--- Task material Enclosed Below ---

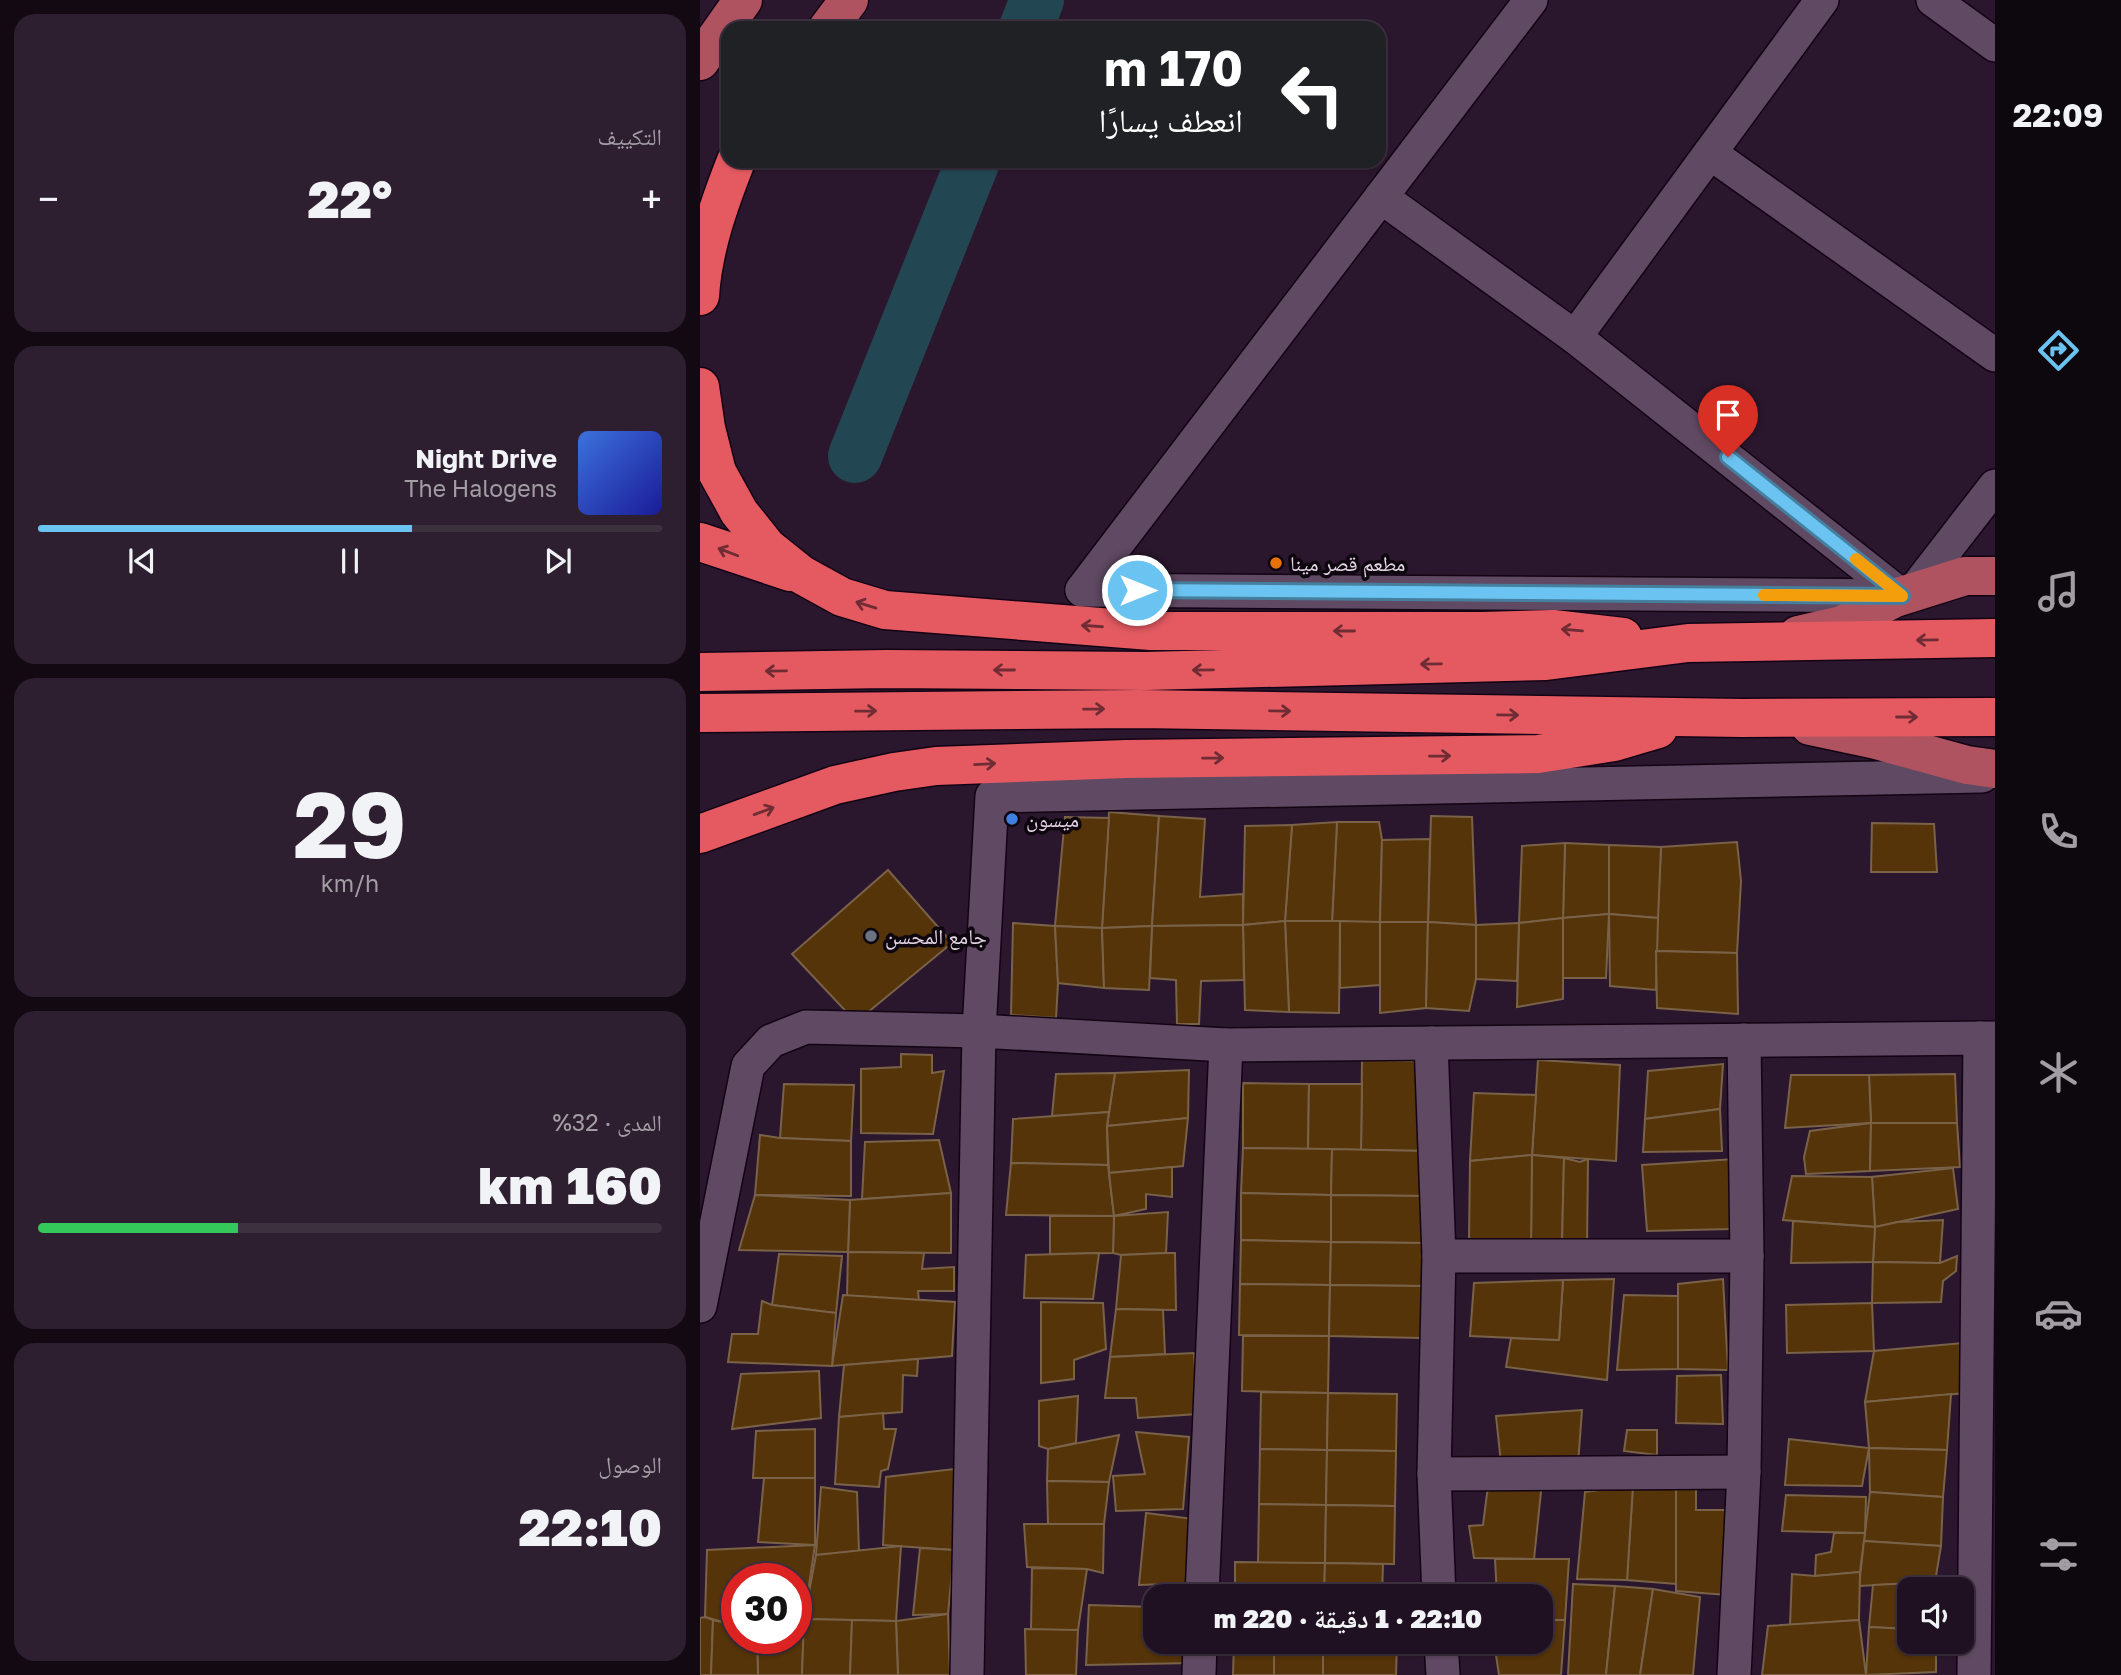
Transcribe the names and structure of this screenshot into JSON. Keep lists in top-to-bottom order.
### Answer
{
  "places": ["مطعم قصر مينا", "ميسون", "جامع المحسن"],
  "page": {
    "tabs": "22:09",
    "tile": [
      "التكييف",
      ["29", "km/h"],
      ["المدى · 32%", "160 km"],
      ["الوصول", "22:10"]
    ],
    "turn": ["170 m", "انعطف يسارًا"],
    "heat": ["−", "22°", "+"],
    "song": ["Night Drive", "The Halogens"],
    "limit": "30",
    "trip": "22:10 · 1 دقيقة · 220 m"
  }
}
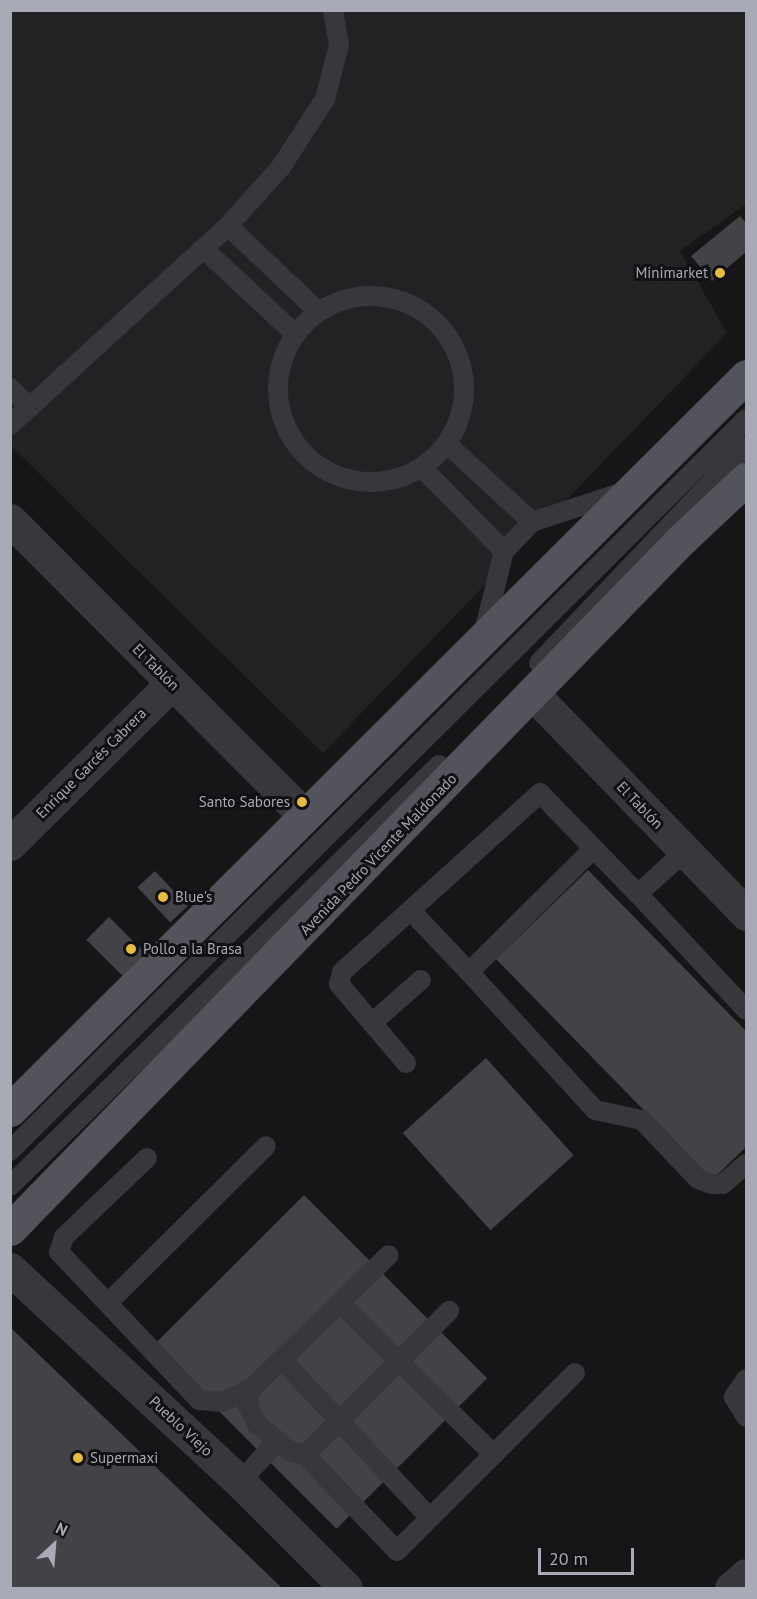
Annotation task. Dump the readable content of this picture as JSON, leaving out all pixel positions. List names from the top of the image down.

--- End of Enclosed Task material ---

Copy the listing verbatim, omitting images.

Transcribe the names and structure of this screenshot into JSON. Keep lists in top-to-bottom order.
### Answer
{
  "places": ["مطعم قصر مينا", "ميسون", "جامع المحسن"],
  "page": {
    "tabs": "22:09",
    "tile": [
      "التكييف",
      ["29", "km/h"],
      ["المدى · 32%", "160 km"],
      ["الوصول", "22:10"]
    ],
    "turn": ["170 m", "انعطف يسارًا"],
    "heat": ["−", "22°", "+"],
    "song": ["Night Drive", "The Halogens"],
    "limit": "30",
    "trip": "22:10 · 1 دقيقة · 220 m"
  }
}
Annotation task. Dump the readable content of this picture as JSON, leaving out all pixel positions. List names from the top of the image down.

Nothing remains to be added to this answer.